[RECORDED DATA]

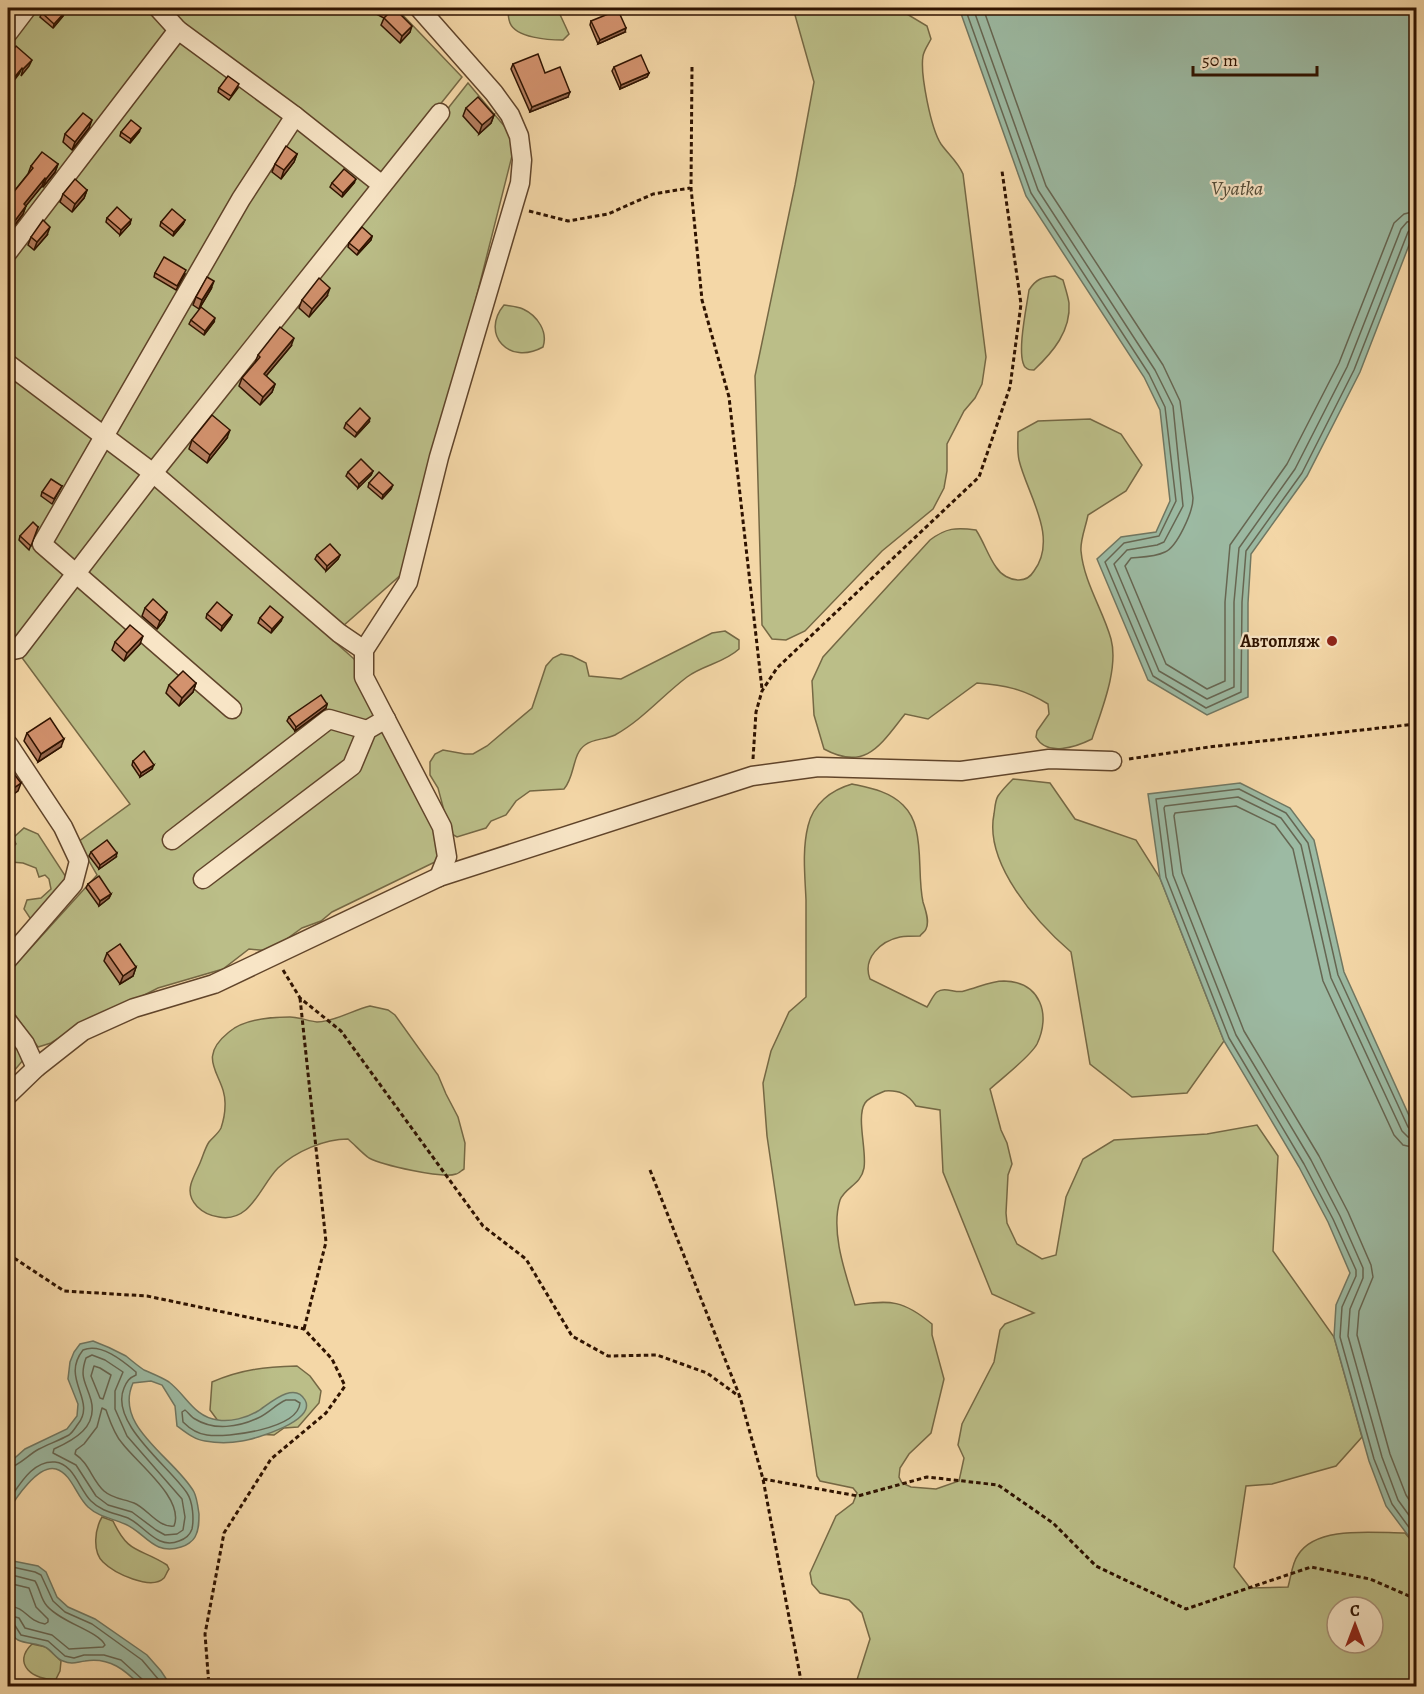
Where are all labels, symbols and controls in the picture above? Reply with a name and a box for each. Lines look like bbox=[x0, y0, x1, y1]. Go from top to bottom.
scale bar bbox=[1193, 39, 1318, 77]
text: 50 m bbox=[1202, 48, 1238, 72]
water label: Vyatka bbox=[1211, 175, 1263, 202]
place label: Автопляж bbox=[1239, 629, 1320, 653]
marker: Автопляж bbox=[1325, 634, 1339, 648]
north arrow bbox=[1325, 1595, 1385, 1655]
text: С bbox=[1350, 1600, 1360, 1622]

[HOW TO COMPLETE THIS TASK] The expected output is the full data above, reproduced exactly with no images.

[EXERCISE RESPONSE]
Where are all labels, symbols and controls in the picture above? Reply with a name and a box for each. Lines look like bbox=[x0, y0, x1, y1]. Go from top to bottom.
scale bar bbox=[1193, 39, 1318, 77]
text: 50 m bbox=[1202, 48, 1238, 72]
water label: Vyatka bbox=[1211, 175, 1263, 202]
place label: Автопляж bbox=[1239, 629, 1320, 653]
marker: Автопляж bbox=[1325, 634, 1339, 648]
north arrow bbox=[1325, 1595, 1385, 1655]
text: С bbox=[1350, 1600, 1360, 1622]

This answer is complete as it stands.